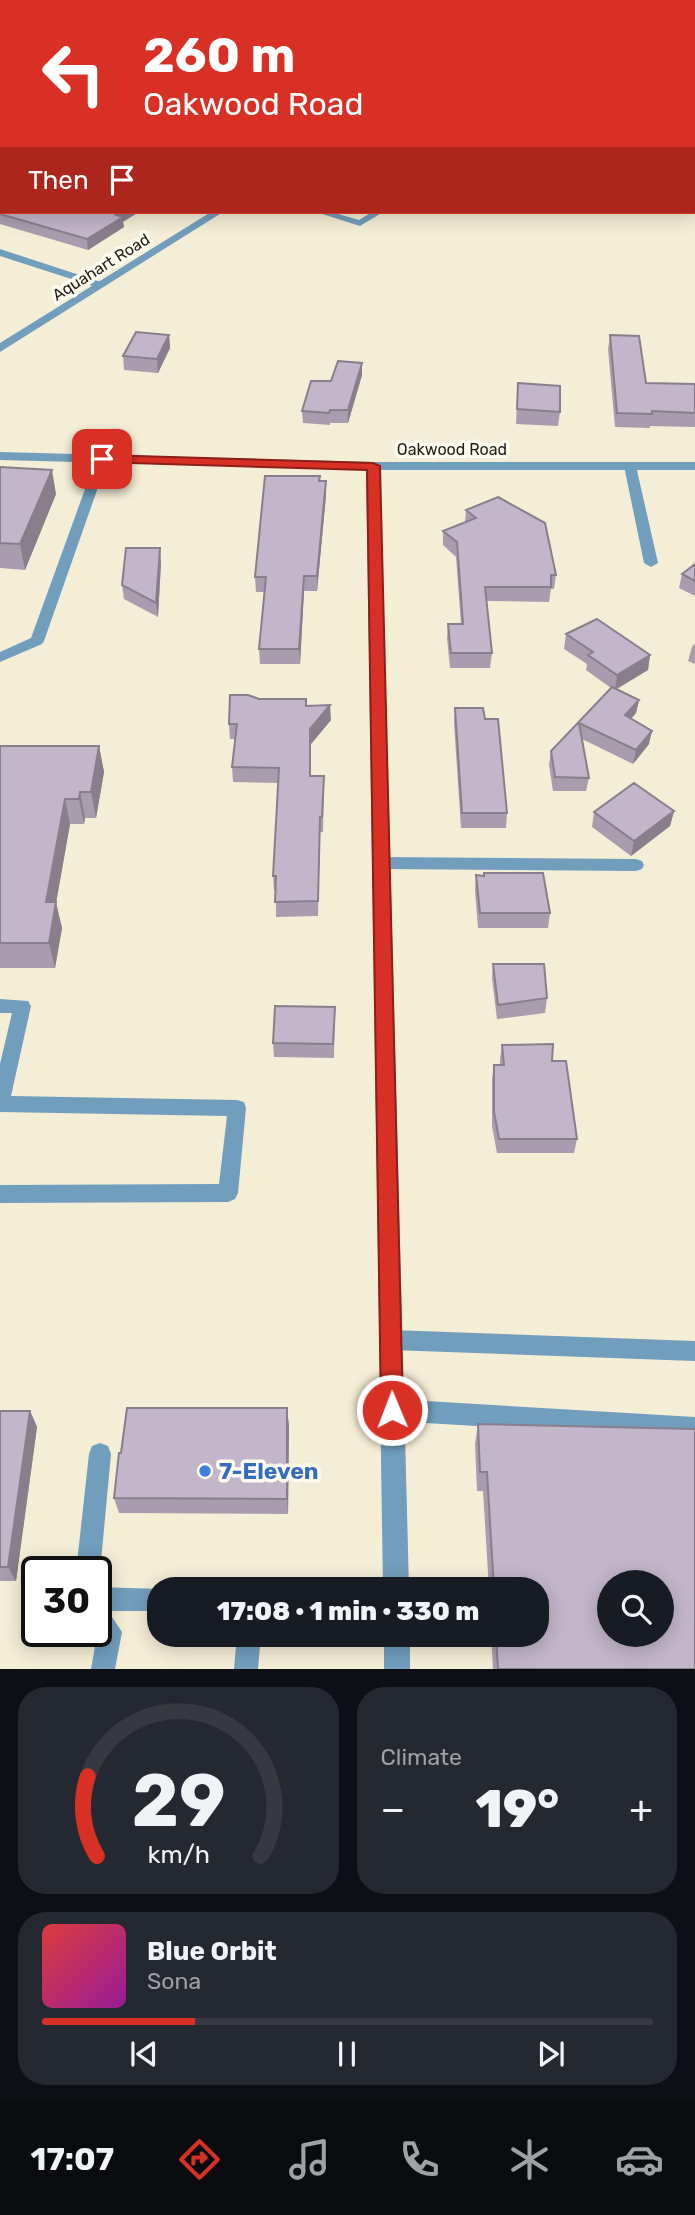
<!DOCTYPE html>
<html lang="en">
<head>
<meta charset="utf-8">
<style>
	:root { --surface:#171b24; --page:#242831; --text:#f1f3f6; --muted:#9ea1a6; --line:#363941; --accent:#d93025 }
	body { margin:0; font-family:Rubik,sans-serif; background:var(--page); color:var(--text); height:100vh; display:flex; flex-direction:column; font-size:26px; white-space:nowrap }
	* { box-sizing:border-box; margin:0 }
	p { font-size:23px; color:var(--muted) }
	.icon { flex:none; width:38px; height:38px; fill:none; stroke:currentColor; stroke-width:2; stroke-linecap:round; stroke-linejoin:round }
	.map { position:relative; height:1669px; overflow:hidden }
	.details { display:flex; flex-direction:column; gap:18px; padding:18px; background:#0d0f14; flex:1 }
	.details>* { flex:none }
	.hud { position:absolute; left:0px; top:0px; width:696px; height:214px; box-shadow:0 4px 18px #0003; background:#d93025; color:#fff; overflow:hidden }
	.controls { position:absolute; left:597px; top:1570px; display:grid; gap:14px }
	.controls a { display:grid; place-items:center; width:77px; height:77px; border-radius:50%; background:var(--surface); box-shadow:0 4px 18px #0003; font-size:35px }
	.speed { position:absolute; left:21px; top:1556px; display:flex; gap:14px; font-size:35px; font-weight:700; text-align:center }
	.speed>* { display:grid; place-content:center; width:91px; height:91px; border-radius:50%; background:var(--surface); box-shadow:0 4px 18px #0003; line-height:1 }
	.speed .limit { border:4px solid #111; border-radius:10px; background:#fff; color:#111 }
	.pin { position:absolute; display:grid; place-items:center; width:60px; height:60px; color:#fff; margin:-30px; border-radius:14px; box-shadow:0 4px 10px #0006 }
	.me { position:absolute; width:77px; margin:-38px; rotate:359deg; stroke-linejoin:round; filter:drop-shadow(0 0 5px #0008) }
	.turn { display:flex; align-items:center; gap:24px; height:147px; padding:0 28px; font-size:32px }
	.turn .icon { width:91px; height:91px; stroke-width:2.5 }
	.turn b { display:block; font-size:49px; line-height:60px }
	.then { display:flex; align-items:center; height:66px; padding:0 28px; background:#0003; gap:14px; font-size:26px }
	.big { font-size:52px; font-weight:800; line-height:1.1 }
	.details .card { flex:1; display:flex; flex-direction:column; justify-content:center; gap:10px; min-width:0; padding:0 24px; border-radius:28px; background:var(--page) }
	.details .dial { align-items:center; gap:0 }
	.dial svg { height:182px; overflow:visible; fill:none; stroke:var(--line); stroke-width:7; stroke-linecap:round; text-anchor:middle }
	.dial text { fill:var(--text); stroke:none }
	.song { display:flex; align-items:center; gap:21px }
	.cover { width:84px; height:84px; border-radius:10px; background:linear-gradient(135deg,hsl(0 70% 55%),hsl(300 70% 35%)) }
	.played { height:7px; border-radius:4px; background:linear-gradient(90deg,var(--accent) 25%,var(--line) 25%) }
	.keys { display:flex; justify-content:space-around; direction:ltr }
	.heat { display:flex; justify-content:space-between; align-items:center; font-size:38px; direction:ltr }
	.details .tiles { flex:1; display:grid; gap:18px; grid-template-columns:1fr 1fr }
	.card:last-child { grid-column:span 2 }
	.trip { position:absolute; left:147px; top:1577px; width:402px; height:70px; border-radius:28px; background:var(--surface); box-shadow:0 4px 18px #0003; font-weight:800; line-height:70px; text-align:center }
	.tab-bar { display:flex; height:112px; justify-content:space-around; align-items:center; background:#090b0e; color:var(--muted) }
	.tab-bar .icon { width:49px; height:49px }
	.tab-bar .current { color:var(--accent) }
	.tab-bar b { font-size:32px; color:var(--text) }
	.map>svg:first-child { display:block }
</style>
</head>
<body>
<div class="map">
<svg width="695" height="1669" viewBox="0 0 695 1669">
	<rect width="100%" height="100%" fill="#f5eed6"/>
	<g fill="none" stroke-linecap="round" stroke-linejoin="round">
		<path fill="#719ebd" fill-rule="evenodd" d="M316,212H331L359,220L372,212H383L360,226Z
			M102,455L108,459L44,641L42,644L0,662V652L31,638L96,459Z
			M630,462L636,466L658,563L651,567L644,563L624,466Z
			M381,857L636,859L642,861L644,865L642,869L636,871L381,869L375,867L373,863L375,859Z
			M0,999L28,1001L31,1006L11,1096L237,1100L244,1102L246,1108L238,1193L235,1199L228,1202L0,1203V1185L219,1184L227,1116L0,1112V1064L12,1013H0Z
			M391,1330L695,1341V1361L391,1350L384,1347L381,1340L384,1333Z
			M392,1399L695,1417V1439L392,1421L384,1418L381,1410L384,1402Z
			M100,1443L108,1446L111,1454L100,1572L96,1580V1572H76L89,1454L92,1446Z
			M96,1587L163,1589H159V1611H108L122,1632L115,1669H91L97,1635L94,1631Z
			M237,1634H261L258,1669H234Z"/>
		<path fill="#719ebd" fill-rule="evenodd" d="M2,89V95L0,96V90Z
			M0,137H2V143H0Z
			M0,249L104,283L106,285L96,287L0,256Z
			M373,462L380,466L409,1589H383L366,466Z
			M384,1634H410V1669H384Z"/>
		<path fill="#719ebd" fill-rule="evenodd" d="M549,0H558L548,2Z
			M211,212H223L0,352V343Z
			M0,452L373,462H695V470H373L0,460Z"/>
	</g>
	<path fill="#a89cae" d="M0,0L2,2V84L0,83V20L1,19H0Z
		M310,0H323V2H318Z
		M0,175L123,222L124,227L88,250L0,224Z
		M169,335L170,348L158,373L124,370L123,356Z
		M610,335L646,383L695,384V427L650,426V428L615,427L608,349Z
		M362,375L348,423H330V425L303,423L302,411L331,381Z
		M518,383L560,412L558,426L516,424Z
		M0,467L56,494L25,570L0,568Z
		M320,481H326V495L317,591H304L300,664H260L259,649L264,592H256L255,577Z
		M466,510L556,575L554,589H551L549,602L487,601L492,653L490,668H450L447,638L448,624H461L456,557L443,545V531L465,522Z
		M161,562L158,617L124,599L122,585Z
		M695,564V596L679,588L682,574Z
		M566,634L650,655L648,670L616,689L639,700L636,713L631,719L649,744L633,764L582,739L589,778L586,791H553L549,765L551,751L611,688L586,670L587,664L564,649Z
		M695,643V664L688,661L692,647Z
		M259,699L306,706L331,720L311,744L310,776L324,791L323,832H320L318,916L276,917V890H274L273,876L279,783L233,782L232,767L235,739H230L229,724Z
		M455,708L485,719L507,813L506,828H461L454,723Z
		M0,746H99L104,772L96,818H85L84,824H70L56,903L62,928L55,968H0Z
		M674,811L670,826L631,856L592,827L594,812Z
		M476,875L550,913L548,928H478L475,890Z
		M493,964L547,998L545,1013L497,1019L492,978Z
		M335,1007L334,1058L274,1057L273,1043Z
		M502,1045L552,1061L577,1139L574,1153H497L492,1126V1079L494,1065H500V1059Z
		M0,1411H30L37,1427L16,1581H0Z
		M478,1424L695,1669H493L491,1634H537V1589H489L483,1491H477L475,1444Z
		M289,1425L288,1514L119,1513L114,1498Z"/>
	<path fill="#887f8d" d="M633,0H644L642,2H631Z
		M121,212H139L123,222L124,227L88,250L87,239Z
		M169,335L170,348L158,373L157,359Z
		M362,363V375L348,423V410Z
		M52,470L56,494L25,570L20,544Z
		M326,481V495L317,591V576Z
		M160,548L161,562L158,617L156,603Z
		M304,576V591L300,664L299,649Z
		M650,655L648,670L615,690L617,675Z
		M639,700L636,713L622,729L625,715Z
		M330,705L331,720L311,744L310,791V729Z
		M652,731L649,744L633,764L636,750Z
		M99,746L104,772L96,818L91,792Z
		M80,792L85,818L84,824L79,799Z
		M65,799L70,824L56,903L62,928L55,968L49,943L46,902Z
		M674,811L670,826L631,856L634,841Z
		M287,1408L289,1425L288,1514L287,1499Z
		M30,1411L37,1427L16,1581L8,1567Z"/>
	<path fill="#c3b5ca" stroke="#887f8d" stroke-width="2" fill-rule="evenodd" d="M0,0H289V2H2V15L0,11Z
		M595,0H633L631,2H593Z
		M2,19V76L0,75V20Z
		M2,174V212H121L116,215L123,217L87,239L0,214V175Z
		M136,332L169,335L157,359L123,356Z
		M610,335L639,336L646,383L695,384V413L652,411V414L617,413Z
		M338,361L362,363L348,410H330L329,413L302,411L311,381H331Z
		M518,383L560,386V412L517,409Z
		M0,467L52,470L20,544L0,543Z
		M265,476H320L319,481H326L317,576H304L299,649H259L266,577H255Z
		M498,497L545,523L556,575H551V587H485L492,653H451L448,624H463L457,542L443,531L476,518L466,510Z
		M126,548H160L156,603L122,585Z
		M695,564V581L682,574Z
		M597,619L650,655L617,675L588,655L593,652L566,634Z
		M612,687L639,700L625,715L652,731L636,750L579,723L589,778L555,777L551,751Z
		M230,695H248L259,699H306V706L330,705L310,729V776H324L322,817H320L318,901L275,902L276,876H273L279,768L232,767L237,724H229Z
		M455,708H483L485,719H498L507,813H462Z
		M0,746H99L91,792H80L79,799H65L46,902H56L49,943H0Z
		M634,783L674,811L634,841L594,812Z
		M484,873H543L550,913H480L476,875L484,876Z
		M493,964H544L547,998L498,1005Z
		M275,1006L335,1007L333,1044L273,1043Z
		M553,1044L552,1061H566L577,1139H499L494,1112V1065H504L502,1045Z
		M127,1408H287V1499L114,1498L119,1453H121Z
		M0,1411H30L8,1567H0Z
		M478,1424L695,1429V1669H498L496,1634H537V1589H494L487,1472H480ZM609,1582H662V1634H609Z"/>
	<path fill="#d93025" stroke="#8d1f18" stroke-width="2" d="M102,455L373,463L380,466L403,1410L400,1418L392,1421L385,1418L381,1410L367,470L98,462L96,459Z"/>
	<circle fill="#3f7fe0" stroke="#fefbf1" stroke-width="2.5" cx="205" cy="1471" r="7"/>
	<g text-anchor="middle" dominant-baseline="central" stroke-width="7" stroke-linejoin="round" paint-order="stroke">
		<g font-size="16" fill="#211e15" stroke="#fefbf1">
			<text transform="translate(101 267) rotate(-32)">Aquahart Road</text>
			<text x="452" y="449">Oakwood Road</text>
		</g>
		<g font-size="23" font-weight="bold" fill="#366cbe" stroke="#fefbf1" text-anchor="start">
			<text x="219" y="1471">7-Eleven</text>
		</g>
	</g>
</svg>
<div class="controls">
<a><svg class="icon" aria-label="search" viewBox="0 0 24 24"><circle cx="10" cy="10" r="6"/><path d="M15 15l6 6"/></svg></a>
</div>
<div class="speed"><div class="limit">30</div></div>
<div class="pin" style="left:102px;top:459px;background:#d93025"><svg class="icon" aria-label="arrive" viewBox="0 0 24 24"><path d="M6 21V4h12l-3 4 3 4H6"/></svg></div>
<svg class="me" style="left:392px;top:1410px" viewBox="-20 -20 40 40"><circle r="17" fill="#d93025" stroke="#fff" stroke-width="3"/><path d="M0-11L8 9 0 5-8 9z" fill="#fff"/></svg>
<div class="trip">17:08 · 1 min · 330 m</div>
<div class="hud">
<div class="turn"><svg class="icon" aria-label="left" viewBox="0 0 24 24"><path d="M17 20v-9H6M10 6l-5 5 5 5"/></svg><div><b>260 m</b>Oakwood Road</div></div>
<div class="then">Then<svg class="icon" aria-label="arrive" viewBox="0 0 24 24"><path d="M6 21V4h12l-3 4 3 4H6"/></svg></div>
</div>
</div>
<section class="details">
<div class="tiles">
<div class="card dial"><svg viewBox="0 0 100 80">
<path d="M14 69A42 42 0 1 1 86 69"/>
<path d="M14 69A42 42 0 0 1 10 34" stroke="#d93025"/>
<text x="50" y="56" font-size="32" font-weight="700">29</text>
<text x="50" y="72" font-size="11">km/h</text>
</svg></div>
<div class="card"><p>Climate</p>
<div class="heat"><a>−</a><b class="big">19°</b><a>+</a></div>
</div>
<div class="card">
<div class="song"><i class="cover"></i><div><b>Blue Orbit</b><p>Sona</p></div></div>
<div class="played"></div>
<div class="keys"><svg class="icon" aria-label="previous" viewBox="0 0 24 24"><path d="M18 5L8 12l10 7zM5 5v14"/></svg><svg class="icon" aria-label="pause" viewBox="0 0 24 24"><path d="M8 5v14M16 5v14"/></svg><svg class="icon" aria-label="next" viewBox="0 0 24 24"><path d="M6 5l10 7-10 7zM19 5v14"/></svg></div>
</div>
</div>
</section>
<nav class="tab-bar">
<b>17:07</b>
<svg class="icon current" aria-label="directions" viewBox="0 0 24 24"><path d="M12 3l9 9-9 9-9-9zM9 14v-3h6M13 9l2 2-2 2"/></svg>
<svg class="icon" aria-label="music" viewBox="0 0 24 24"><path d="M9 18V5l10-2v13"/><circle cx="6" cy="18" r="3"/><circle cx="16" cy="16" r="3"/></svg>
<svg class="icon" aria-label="phone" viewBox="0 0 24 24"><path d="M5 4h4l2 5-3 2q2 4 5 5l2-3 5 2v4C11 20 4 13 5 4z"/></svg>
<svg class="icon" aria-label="climate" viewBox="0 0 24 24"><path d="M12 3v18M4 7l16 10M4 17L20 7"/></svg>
<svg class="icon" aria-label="car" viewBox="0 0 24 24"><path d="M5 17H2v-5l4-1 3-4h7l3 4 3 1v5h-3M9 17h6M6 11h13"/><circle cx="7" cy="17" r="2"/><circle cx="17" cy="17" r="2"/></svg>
</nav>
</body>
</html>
● ● ●
=== Required action ===
In the records above, find each line that holds the word "gradient"; copy all such lines.

=== Result of the exercise ===
	.cover { width:84px; height:84px; border-radius:10px; background:linear-gradient(135deg,hsl(0 70% 55%),hsl(300 70% 35%)) }
	.played { height:7px; border-radius:4px; background:linear-gradient(90deg,var(--accent) 25%,var(--line) 25%) }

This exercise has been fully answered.